(DATA)

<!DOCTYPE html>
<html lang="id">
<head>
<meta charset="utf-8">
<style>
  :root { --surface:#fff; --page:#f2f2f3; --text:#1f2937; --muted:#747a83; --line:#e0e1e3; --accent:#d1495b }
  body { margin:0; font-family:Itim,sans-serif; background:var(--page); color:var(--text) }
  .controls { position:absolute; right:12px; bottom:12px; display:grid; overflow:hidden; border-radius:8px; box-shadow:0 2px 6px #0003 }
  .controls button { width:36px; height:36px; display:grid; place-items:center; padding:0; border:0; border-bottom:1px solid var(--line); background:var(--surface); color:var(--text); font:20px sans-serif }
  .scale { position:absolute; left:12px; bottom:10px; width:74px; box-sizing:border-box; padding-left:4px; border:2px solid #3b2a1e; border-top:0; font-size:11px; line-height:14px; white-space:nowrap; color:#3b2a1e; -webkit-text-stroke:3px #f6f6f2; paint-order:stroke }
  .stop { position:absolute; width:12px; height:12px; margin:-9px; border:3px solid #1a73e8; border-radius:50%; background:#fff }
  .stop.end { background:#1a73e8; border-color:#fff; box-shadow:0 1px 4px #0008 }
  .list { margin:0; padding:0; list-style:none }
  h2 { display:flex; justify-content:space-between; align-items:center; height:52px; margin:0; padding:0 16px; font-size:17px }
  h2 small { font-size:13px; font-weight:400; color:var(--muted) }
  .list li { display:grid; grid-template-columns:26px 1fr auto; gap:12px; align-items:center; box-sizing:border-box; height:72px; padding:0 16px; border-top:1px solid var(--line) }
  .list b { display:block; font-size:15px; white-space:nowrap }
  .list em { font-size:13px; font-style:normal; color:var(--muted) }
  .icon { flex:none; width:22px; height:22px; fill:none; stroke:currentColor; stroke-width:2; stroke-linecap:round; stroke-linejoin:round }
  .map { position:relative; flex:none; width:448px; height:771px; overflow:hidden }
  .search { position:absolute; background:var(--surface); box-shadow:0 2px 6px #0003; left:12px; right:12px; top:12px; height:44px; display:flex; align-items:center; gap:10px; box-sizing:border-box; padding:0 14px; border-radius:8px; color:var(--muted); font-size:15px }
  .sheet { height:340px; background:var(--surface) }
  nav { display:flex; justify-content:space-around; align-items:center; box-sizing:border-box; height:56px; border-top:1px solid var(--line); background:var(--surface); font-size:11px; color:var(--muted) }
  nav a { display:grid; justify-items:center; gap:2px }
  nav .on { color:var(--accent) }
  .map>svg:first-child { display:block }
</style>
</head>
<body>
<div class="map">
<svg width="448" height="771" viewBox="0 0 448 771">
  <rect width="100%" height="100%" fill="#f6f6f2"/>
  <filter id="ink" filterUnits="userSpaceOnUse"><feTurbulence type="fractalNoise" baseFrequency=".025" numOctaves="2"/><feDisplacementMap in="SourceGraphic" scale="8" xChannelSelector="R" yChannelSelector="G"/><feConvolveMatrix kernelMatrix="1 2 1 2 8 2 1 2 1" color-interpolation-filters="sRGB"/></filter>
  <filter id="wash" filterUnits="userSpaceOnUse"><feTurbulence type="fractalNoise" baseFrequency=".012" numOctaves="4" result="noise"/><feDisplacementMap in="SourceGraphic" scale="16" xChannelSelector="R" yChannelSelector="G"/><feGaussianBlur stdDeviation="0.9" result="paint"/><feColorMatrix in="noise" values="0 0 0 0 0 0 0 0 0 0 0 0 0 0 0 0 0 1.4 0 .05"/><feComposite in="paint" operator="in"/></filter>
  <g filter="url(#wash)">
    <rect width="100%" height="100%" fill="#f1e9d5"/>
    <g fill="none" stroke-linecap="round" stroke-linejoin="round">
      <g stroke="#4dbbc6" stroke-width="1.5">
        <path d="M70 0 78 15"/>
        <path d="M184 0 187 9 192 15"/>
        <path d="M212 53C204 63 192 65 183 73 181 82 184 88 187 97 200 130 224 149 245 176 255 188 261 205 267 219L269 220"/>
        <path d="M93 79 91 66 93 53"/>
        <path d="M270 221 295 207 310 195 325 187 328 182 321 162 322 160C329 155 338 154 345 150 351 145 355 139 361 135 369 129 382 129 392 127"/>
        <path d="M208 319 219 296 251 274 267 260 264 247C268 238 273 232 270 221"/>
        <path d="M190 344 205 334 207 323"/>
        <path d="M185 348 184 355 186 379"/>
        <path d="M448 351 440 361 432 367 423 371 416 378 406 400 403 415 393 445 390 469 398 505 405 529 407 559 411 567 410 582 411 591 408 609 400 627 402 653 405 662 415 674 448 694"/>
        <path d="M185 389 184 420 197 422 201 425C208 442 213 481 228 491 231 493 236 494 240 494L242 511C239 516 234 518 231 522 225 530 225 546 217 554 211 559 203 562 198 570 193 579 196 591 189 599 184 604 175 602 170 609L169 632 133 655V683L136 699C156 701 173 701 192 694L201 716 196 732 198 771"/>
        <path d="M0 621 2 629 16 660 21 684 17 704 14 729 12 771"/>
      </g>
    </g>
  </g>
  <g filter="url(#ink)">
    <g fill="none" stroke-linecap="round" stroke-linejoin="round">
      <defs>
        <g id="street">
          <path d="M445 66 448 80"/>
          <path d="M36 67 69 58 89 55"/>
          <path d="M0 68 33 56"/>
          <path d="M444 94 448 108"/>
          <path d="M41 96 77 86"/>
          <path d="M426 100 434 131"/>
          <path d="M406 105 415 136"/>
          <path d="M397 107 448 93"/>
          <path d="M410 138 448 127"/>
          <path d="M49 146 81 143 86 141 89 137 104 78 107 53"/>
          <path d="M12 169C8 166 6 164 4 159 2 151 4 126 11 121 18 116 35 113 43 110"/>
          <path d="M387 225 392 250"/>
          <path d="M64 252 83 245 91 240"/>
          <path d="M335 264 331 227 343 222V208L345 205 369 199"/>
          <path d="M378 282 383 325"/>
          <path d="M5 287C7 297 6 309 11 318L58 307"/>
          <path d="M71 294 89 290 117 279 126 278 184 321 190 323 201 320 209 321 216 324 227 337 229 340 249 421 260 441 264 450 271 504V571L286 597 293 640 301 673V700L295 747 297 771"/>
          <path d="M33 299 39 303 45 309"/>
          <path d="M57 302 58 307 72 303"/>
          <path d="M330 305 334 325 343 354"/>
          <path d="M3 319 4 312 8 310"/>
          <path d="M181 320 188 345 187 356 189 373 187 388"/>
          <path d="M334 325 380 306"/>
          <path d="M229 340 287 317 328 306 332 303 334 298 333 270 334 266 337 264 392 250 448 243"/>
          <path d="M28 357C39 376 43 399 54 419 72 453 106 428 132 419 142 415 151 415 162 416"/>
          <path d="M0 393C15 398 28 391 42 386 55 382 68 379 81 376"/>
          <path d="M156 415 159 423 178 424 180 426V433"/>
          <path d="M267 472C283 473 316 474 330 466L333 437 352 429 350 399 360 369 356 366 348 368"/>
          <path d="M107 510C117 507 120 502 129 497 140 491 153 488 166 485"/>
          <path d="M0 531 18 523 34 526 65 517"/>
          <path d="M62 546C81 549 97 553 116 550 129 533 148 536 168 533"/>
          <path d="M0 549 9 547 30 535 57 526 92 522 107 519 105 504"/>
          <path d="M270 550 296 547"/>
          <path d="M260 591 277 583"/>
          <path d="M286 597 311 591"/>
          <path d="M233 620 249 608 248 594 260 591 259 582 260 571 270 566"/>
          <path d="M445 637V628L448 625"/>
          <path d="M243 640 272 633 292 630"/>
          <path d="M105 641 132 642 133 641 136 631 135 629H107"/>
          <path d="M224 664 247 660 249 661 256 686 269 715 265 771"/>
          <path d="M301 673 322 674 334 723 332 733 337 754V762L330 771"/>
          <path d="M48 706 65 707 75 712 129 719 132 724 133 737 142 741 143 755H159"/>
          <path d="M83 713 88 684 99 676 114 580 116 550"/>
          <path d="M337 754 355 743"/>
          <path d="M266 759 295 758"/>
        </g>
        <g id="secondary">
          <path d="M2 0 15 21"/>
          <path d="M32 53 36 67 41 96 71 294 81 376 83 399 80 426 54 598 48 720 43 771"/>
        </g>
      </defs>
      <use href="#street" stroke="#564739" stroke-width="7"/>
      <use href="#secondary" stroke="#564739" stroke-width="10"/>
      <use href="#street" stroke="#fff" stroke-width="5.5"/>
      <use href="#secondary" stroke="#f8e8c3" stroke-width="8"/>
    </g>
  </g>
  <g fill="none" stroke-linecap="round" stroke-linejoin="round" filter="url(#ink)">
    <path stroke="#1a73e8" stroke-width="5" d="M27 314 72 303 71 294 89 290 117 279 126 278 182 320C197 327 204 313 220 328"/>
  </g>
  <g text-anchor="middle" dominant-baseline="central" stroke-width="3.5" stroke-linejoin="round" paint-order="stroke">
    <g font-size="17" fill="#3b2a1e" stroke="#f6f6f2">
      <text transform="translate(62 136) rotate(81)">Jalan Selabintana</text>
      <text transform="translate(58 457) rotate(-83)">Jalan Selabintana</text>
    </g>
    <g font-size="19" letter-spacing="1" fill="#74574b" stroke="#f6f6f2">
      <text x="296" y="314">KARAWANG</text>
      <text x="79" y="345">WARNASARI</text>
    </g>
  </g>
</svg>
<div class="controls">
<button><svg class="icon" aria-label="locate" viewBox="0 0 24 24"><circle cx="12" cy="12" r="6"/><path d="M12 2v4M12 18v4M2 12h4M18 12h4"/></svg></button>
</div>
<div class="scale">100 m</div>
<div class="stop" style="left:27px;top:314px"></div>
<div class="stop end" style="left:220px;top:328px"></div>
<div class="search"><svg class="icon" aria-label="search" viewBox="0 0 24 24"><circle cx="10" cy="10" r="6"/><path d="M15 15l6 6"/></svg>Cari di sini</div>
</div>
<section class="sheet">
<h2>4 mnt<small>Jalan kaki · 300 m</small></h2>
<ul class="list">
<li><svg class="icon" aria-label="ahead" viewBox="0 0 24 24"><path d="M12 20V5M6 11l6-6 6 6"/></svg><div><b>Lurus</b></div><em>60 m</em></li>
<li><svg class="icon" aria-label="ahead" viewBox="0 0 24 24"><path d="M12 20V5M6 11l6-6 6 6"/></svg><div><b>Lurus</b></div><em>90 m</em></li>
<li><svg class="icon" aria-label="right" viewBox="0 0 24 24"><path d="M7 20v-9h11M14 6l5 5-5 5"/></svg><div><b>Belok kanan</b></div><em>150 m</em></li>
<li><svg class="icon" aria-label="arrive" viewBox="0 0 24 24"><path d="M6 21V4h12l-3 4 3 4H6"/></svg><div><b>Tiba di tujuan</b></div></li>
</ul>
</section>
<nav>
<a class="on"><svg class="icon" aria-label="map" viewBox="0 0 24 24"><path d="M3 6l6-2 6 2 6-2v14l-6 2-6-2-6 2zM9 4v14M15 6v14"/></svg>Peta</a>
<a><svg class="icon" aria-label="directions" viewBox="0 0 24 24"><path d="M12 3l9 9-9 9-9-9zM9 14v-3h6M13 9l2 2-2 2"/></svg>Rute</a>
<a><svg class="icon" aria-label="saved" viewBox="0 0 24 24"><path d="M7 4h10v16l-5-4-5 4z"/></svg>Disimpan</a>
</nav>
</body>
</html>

(End DATA)

WHAT TO DO -> From the entries above, give again exactly the lines running from the line with "252 83 245 91" to the line with "319 4 312 8"; include both of those lines.

ANSWER TO THIS EXERCISE ->
          <path d="M64 252 83 245 91 240"/>
          <path d="M335 264 331 227 343 222V208L345 205 369 199"/>
          <path d="M378 282 383 325"/>
          <path d="M5 287C7 297 6 309 11 318L58 307"/>
          <path d="M71 294 89 290 117 279 126 278 184 321 190 323 201 320 209 321 216 324 227 337 229 340 249 421 260 441 264 450 271 504V571L286 597 293 640 301 673V700L295 747 297 771"/>
          <path d="M33 299 39 303 45 309"/>
          <path d="M57 302 58 307 72 303"/>
          <path d="M330 305 334 325 343 354"/>
          <path d="M3 319 4 312 8 310"/>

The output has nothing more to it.